• **EXERCISE INSTRUCTIONS**
In the entries below, work out how many lines include "Potosí", and write only that number.

Saved entries
────
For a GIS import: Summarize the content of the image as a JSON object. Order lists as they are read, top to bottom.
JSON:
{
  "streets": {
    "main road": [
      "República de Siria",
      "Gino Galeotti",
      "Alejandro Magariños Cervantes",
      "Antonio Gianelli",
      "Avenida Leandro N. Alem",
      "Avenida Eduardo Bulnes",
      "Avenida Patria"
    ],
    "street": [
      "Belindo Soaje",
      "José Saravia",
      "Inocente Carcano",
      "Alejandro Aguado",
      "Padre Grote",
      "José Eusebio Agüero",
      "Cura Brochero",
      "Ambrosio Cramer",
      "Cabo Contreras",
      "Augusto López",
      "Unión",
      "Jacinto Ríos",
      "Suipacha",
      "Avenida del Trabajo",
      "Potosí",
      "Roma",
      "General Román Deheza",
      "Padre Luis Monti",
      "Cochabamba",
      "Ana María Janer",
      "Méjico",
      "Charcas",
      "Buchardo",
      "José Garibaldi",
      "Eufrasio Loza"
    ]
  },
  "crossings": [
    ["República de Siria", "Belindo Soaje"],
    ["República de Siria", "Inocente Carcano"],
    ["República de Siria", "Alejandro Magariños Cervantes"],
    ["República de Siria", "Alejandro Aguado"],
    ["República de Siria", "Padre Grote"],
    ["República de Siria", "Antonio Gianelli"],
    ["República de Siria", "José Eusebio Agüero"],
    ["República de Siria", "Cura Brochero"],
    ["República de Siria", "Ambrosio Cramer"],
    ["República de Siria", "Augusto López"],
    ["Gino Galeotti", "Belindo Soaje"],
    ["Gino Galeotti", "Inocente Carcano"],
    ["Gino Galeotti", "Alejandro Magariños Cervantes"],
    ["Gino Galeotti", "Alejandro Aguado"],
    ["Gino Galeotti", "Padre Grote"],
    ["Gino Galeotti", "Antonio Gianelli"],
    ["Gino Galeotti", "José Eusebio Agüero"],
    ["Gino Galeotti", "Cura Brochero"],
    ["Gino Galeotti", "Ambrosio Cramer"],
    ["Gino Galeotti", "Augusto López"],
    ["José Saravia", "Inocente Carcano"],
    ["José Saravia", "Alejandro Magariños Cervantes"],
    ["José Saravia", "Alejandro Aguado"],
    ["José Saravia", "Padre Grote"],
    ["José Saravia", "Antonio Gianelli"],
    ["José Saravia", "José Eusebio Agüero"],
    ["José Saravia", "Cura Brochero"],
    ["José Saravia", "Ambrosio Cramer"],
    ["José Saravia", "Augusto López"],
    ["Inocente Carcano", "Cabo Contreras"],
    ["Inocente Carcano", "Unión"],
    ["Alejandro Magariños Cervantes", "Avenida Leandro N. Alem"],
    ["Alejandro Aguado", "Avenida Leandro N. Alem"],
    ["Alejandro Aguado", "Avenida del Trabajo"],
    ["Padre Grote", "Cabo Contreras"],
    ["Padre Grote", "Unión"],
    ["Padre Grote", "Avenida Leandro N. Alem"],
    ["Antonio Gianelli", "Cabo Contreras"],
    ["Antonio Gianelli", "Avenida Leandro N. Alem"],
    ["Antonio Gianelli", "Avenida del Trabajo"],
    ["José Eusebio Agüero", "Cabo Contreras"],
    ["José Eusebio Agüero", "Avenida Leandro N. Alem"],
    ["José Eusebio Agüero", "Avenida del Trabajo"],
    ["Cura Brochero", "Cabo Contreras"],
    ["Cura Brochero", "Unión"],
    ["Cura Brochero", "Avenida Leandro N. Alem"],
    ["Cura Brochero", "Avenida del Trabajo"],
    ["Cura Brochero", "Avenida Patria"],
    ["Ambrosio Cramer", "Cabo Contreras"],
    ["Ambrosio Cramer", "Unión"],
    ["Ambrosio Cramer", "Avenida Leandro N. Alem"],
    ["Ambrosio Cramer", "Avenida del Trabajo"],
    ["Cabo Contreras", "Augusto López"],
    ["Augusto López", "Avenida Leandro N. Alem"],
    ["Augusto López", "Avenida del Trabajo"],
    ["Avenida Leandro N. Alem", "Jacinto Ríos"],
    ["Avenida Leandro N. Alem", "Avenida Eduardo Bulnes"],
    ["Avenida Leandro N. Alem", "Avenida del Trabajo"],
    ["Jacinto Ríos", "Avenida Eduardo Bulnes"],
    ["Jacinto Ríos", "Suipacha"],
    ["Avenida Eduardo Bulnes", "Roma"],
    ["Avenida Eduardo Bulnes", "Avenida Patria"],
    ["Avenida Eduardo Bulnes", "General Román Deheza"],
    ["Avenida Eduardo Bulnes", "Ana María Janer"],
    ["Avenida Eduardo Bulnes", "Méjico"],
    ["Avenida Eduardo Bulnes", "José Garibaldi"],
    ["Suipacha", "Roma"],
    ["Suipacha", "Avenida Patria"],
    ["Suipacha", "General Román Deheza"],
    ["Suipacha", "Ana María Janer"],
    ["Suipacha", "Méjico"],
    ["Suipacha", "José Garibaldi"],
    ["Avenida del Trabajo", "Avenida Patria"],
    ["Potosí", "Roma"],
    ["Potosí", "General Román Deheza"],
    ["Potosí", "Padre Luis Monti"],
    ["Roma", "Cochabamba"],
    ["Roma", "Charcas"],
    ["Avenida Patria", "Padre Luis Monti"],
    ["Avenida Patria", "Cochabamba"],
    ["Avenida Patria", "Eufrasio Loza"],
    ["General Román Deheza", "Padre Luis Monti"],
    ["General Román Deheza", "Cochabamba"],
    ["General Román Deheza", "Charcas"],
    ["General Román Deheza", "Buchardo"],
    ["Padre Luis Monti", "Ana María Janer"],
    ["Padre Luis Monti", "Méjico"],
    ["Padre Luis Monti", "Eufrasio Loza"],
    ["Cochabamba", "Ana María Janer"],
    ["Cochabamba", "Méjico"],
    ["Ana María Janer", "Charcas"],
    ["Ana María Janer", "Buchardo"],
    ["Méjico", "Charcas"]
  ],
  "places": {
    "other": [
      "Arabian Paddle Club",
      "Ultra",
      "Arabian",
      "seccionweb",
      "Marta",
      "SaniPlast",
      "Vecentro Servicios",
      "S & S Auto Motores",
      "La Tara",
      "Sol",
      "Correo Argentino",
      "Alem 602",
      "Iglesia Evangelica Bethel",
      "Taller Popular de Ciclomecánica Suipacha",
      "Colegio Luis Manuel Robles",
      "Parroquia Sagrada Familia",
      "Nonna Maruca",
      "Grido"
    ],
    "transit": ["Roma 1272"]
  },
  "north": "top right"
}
────
• **WRITTEN SOLUTION**
4